In the records below, find the line containing "Input: one rendered"; copy exactly that line and all lines after it to the end, and nothing else.

Stored items from a collection:
__________

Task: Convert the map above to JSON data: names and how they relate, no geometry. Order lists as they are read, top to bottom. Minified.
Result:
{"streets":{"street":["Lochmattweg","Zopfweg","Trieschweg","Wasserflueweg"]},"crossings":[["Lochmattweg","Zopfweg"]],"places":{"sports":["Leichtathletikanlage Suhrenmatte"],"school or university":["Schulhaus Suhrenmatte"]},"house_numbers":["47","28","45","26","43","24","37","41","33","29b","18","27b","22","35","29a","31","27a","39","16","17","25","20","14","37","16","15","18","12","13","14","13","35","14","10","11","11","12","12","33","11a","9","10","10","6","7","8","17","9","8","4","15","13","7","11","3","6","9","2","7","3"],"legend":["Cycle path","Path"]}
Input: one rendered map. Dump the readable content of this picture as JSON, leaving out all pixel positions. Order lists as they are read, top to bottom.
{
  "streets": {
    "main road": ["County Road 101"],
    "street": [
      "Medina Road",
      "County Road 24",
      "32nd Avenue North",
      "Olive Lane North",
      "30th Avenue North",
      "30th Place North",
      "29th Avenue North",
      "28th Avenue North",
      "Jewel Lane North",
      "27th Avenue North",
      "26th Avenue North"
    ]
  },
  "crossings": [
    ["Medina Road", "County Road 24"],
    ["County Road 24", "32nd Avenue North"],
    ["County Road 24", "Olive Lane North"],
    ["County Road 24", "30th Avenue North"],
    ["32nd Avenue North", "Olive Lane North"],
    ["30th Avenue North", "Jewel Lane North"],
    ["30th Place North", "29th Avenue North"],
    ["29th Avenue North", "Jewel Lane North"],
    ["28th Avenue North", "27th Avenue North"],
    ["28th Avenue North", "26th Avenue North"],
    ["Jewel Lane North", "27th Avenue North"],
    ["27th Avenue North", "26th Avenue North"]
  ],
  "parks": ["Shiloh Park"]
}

__________

RESPONSE AREA:
Input: one rendered map. Dump the readable content of this picture as JSON, leaving out all pixel positions. Order lists as they are read, top to bottom.
{
  "streets": {
    "main road": ["County Road 101"],
    "street": [
      "Medina Road",
      "County Road 24",
      "32nd Avenue North",
      "Olive Lane North",
      "30th Avenue North",
      "30th Place North",
      "29th Avenue North",
      "28th Avenue North",
      "Jewel Lane North",
      "27th Avenue North",
      "26th Avenue North"
    ]
  },
  "crossings": [
    ["Medina Road", "County Road 24"],
    ["County Road 24", "32nd Avenue North"],
    ["County Road 24", "Olive Lane North"],
    ["County Road 24", "30th Avenue North"],
    ["32nd Avenue North", "Olive Lane North"],
    ["30th Avenue North", "Jewel Lane North"],
    ["30th Place North", "29th Avenue North"],
    ["29th Avenue North", "Jewel Lane North"],
    ["28th Avenue North", "27th Avenue North"],
    ["28th Avenue North", "26th Avenue North"],
    ["Jewel Lane North", "27th Avenue North"],
    ["27th Avenue North", "26th Avenue North"]
  ],
  "parks": ["Shiloh Park"]
}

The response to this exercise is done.